### TASK BRIEF
What lines of the data include the string "align"? Copy them all.

### INPUT DATA
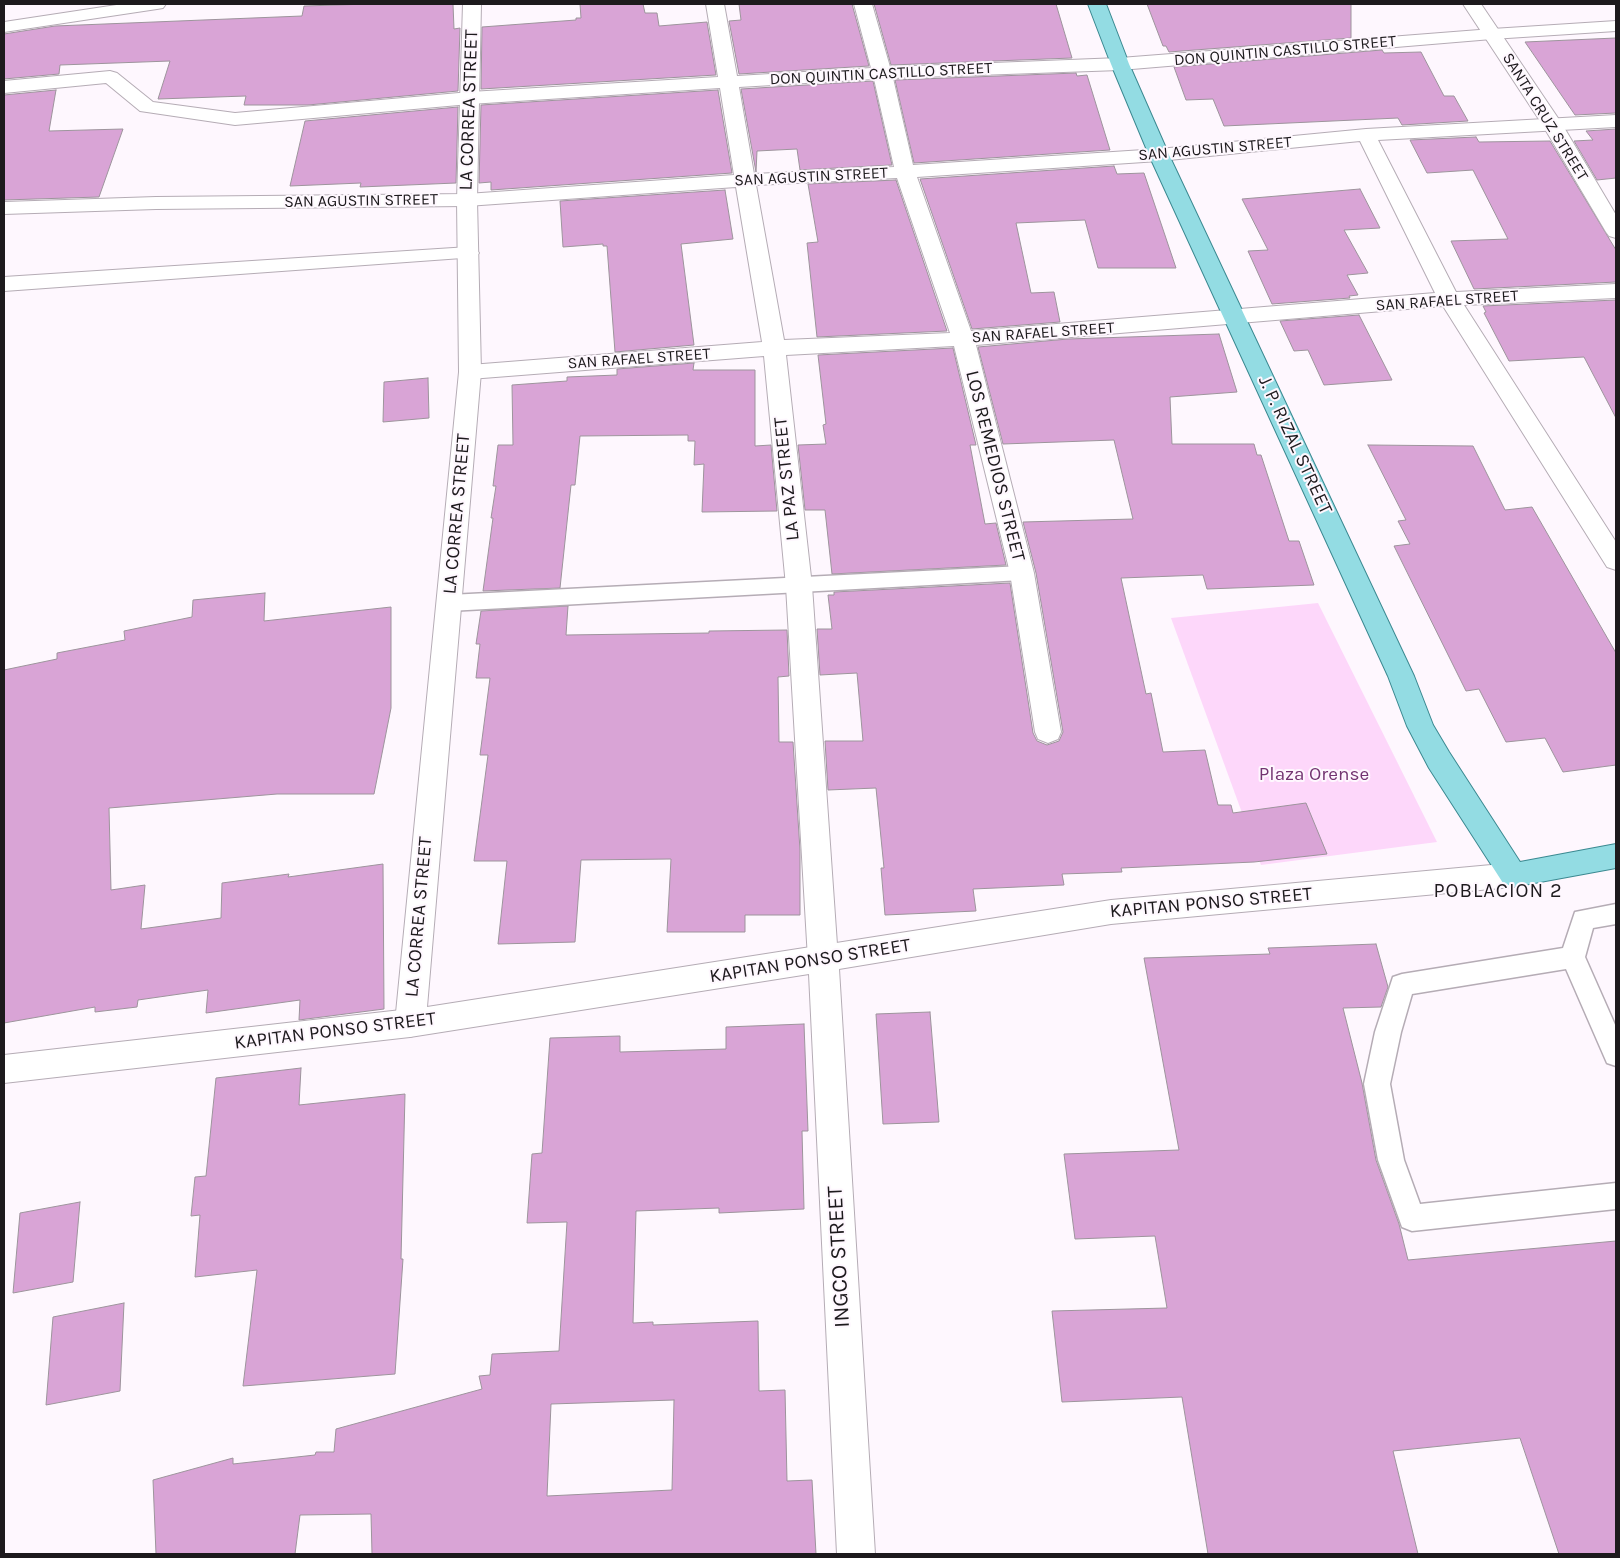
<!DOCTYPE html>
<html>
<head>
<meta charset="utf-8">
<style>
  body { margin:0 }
  #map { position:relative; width:1620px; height:1558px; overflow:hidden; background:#fef7fe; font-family:Karla,sans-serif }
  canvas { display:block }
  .frame { position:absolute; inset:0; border:5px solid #1d1a1d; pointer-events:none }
</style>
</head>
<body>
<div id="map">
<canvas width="1620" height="1558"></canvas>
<div class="frame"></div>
</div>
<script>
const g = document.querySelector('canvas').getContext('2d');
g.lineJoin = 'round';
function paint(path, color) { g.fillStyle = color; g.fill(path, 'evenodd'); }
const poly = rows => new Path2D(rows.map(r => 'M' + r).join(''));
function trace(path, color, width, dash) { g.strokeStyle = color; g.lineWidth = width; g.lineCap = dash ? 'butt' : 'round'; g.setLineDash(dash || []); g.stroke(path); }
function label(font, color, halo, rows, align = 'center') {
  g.font = font + ' Karla,sans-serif'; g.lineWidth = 4; g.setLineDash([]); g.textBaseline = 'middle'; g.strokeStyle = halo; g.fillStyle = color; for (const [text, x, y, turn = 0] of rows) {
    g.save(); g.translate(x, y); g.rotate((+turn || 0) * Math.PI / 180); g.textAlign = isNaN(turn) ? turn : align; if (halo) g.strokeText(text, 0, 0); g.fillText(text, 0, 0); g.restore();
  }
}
const green = poly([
  [1318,603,1437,842,1261,865,1171,618]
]);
const building = poly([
  [369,4,453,4,454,29,460,28,458,91,308,105,244,105,246,96,158,99,170,61,60,65,59,74,4,79,4,34,55,26,302,16,304,6,369,4],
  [580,4,643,4,645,13,657,13,659,26,707,22,716,75,481,89,482,27,576,20,576,18,581,18,580,4],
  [739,4,852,4,869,66,739,74,729,21,741,20,739,4],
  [874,4,1056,4,1072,58,891,65,874,4],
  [1147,4,1351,4,1351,38,1169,52,1166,46,1163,46,1147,4],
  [1616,38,1616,113,1575,115,1525,42,1616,38],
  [1382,50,1384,53,1421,52,1444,96,1454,96,1468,121,1402,125,1398,118,1224,126,1213,99,1186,100,1174,67,1382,50],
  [1076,73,1077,76,1087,75,1110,150,914,163,895,80,1076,73],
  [873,81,892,165,800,170,797,149,757,151,756,172,741,89,873,81],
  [56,90,49,131,123,129,99,197,4,200,4,95,56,90],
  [718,90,732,173,491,190,491,182,479,183,481,105,718,90],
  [458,107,456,183,360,187,361,183,290,186,305,121,458,107],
  [1616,129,1616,178,1597,180,1574,141,1593,140,1586,131,1616,129],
  [1476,137,1479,142,1550,141,1616,250,1616,282,1474,289,1451,241,1508,239,1473,170,1427,173,1410,140,1476,137],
  [1114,166,1117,174,1144,173,1176,268,1098,268,1085,220,1016,223,1031,293,1054,292,1060,322,972,329,920,179,1114,166],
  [896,180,947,331,817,337,807,243,818,242,808,184,896,180],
  [1360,189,1380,228,1344,230,1368,273,1347,275,1358,295,1349,296,1350,298,1272,304,1248,251,1268,250,1242,199,1360,189],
  [725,190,733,239,681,244,694,345,615,352,607,246,603,246,603,244,563,247,560,201,725,190],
  [1616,300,1616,418,1584,357,1509,361,1484,313,1486,312,1483,306,1616,300],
  [1359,315,1392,380,1324,385,1308,350,1294,351,1280,321,1359,315],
  [1219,334,1237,392,1170,397,1172,444,1254,444,1257,455,1261,455,1289,541,1299,541,1314,585,1207,589,1203,575,1121,578,1146,694,1151,693,1163,752,1205,750,1218,805,1231,805,1233,813,1306,803,1327,854,1254,862,1121,868,1122,872,1062,874,1064,885,973,889,976,911,885,915,881,868,884,868,876,788,828,790,825,741,863,741,857,673,820,675,817,629,832,629,828,595,834,595,834,592,1010,583,1033,733,1037,741,1047,745,1059,741,1063,732,1036,573,1023,522,1133,519,1114,440,1003,444,978,347,1068,339,1219,334],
  [953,348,976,445,970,445,985,524,996,523,1006,565,832,574,825,510,805,510,798,445,826,444,823,425,826,424,818,355,953,348],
  [694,363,693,370,755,370,755,446,771,445,777,511,702,512,704,464,694,465,695,441,688,441,688,435,580,436,575,485,571,485,560,588,483,591,493,518,491,518,496,486,493,486,498,445,513,445,512,385,567,381,567,377,617,375,617,369,694,363],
  [428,378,429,418,383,422,384,382,428,378],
  [1368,445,1473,446,1505,510,1532,507,1616,653,1616,765,1563,772,1545,738,1506,742,1479,689,1466,691,1394,546,1410,544,1398,521,1406,520,1368,445],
  [265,593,264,621,391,607,391,708,374,794,277,794,109,808,111,890,145,885,141,929,221,918,222,883,289,874,288,877,383,864,384,1009,299,1020,300,1000,206,1013,208,990,138,1000,137,1007,95,1012,95,1007,4,1023,4,670,57,659,57,653,125,640,124,631,192,617,193,600,265,593],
  [568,606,566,635,709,633,709,631,787,630,789,676,778,677,779,742,793,742,800,850,800,915,745,915,745,932,667,932,671,859,581,860,575,942,498,944,507,861,474,861,488,755,480,755,490,678,476,678,480,644,476,644,481,611,568,606],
  [1376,944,1388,987,1381,1007,1343,1008,1362,1083,1376,1160,1399,1224,1408,1260,1616,1241,1616,1554,1559,1554,1520,1438,1393,1451,1418,1554,1208,1554,1182,1397,1062,1402,1052,1311,1167,1308,1155,1236,1075,1239,1064,1154,1179,1150,1144,958,1270,954,1268,948,1376,944],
  [930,1012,939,1122,883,1124,876,1014,930,1012],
  [804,1024,808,1131,802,1131,804,1209,719,1213,719,1208,636,1211,633,1323,653,1322,653,1325,758,1321,759,1391,785,1390,787,1481,812,1480,816,1554,372,1554,371,1514,300,1515,295,1554,156,1554,153,1480,233,1458,233,1464,315,1455,316,1452,334,1452,336,1429,482,1389,479,1376,490,1375,492,1354,559,1351,567,1222,527,1223,532,1154,542,1153,550,1038,620,1036,620,1052,726,1049,726,1027,804,1024],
  [674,1400,672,1490,547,1496,551,1404,674,1400],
  [301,1068,299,1105,405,1094,401,1259,403,1259,395,1374,243,1386,257,1270,195,1277,200,1215,191,1216,195,1177,206,1176,216,1078,301,1068],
  [80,1202,73,1282,13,1293,20,1213,80,1202],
  [124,1303,120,1391,46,1405,53,1317,124,1303]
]);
const service = poly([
  [1022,566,1029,568,1032,573,1029,578,1022,580,449,611,442,608,439,603,442,598,449,595,1022,566],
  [1616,904,1616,924,1593,928,1585,957,1616,1027,1616,1066,1607,1063,1566,969,1412,994,1401,1032,1390,1084,1404,1160,1420,1204,1616,1183,1616,1209,1412,1231,1402,1227,1378,1160,1364,1084,1375,1032,1393,977,1402,974,1563,948,1575,912,1616,904]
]);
const minor = poly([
  [123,4,166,4,163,8,157,9,4,32,4,22,123,4],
  [706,4,724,4,737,76,871,68,854,4,872,4,890,67,1120,58,1492,29,1616,21,1616,31,1492,39,1120,70,893,78,913,165,1159,149,1366,129,1616,115,1616,127,1378,140,1456,292,1616,284,1616,298,1464,305,1616,542,1616,570,1607,567,1443,306,976,345,1034,573,1061,732,1058,739,1048,743,1038,739,1035,732,1010,573,954,346,786,355,812,586,838,959,834,968,823,972,812,968,808,959,786,586,764,356,470,379,462,377,459,372,462,367,470,365,762,342,736,187,467,206,156,209,4,214,4,202,156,197,467,194,734,175,720,88,470,104,235,125,140,111,106,83,4,93,4,81,110,71,117,73,153,102,235,113,470,92,718,77,706,4],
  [874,79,894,167,754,174,739,87,874,79],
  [1360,141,1435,293,971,331,917,177,1159,161,1360,141],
  [897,178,950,333,784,340,756,185,897,178],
  [469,247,476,249,479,253,476,257,4,291,4,277,469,247],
  [410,1009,421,1013,425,1023,421,1033,410,1037,4,1083,4,1055,410,1009]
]);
const tertiary = poly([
  [463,4,481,4,477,200,481,372,427,1007,1111,900,1513,863,1523,867,1527,875,1523,883,1513,887,1111,924,839,969,875,1554,837,1554,809,974,410,1037,399,1033,395,1023,459,372,457,200,463,4],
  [1463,4,1481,4,1562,124,1616,215,1616,238,1609,236,1606,232,1542,124,1463,4]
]);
const primary = poly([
  [1088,4,1106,4,1129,64,1169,155,1414,676,1433,725,1449,752,1520,862,1616,844,1616,868,1513,887,1503,883,1429,768,1407,726,1388,676,1149,155,1111,64,1088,4]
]);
const farStreetnames = [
  ["DON QUINTIN CASTILLO STREET",1285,51,-5],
  ["DON QUINTIN CASTILLO STREET",881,74,-3],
  ["SANTA CRUZ STREET",1545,117,58],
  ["SAN AGUSTIN STREET",1215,149,-5],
  ["SAN AGUSTIN STREET",811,177,-3],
  ["SAN AGUSTIN STREET",361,201,-1],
  ["SAN RAFAEL STREET",1447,301,-4],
  ["SAN RAFAEL STREET",1043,333,-4],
  ["SAN RAFAEL STREET",639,359,-4]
];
const streetNames = [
  ["LA CORREA STREET",469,110,-88],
  ["J. P. RIZAL STREET",1295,445,65],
  ["LOS REMEDIOS STREET",995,466,76],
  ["LA PAZ STREET",787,479,-96],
  ["LA CORREA STREET",457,514,-85],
  ["KAPITAN PONSO STREET",1211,903,-5],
  ["LA CORREA STREET",419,917,-85],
  ["KAPITAN PONSO STREET",810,961,-9],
  ["KAPITAN PONSO STREET",335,1031,-7]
];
const parkNames = [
  ["Plaza Orense",1314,775]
];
const neighbourhoodNames = [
  ["POBLACION 2",1498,891]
];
const nearStreetnames = [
  ["INGCO STREET",839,1257,-93]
];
paint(green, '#fdd7fa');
paint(building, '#d9a4d6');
trace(building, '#9d949c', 1);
trace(service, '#b5acb5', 3);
trace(minor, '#b5acb5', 2);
trace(tertiary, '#b5acb5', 2);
trace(primary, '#3b8991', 2);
paint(service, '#fff');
paint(minor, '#fff');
paint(tertiary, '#fff');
paint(primary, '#93dce3');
label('16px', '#1d1a1d', '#fef7fe', farStreetnames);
label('19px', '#1d1a1d', '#fef7fe', streetNames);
label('19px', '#733471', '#fef7fe', parkNames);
g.letterSpacing = '1px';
label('20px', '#1d1a1d', '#fef7fe', neighbourhoodNames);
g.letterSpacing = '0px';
label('22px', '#1d1a1d', '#fef7fe', nearStreetnames);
</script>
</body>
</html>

### YOUR RESPONSE
function label(font, color, halo, rows, align = 'center') {
    g.save(); g.translate(x, y); g.rotate((+turn || 0) * Math.PI / 180); g.textAlign = isNaN(turn) ? turn : align; if (halo) g.strokeText(text, 0, 0); g.fillText(text, 0, 0); g.restore();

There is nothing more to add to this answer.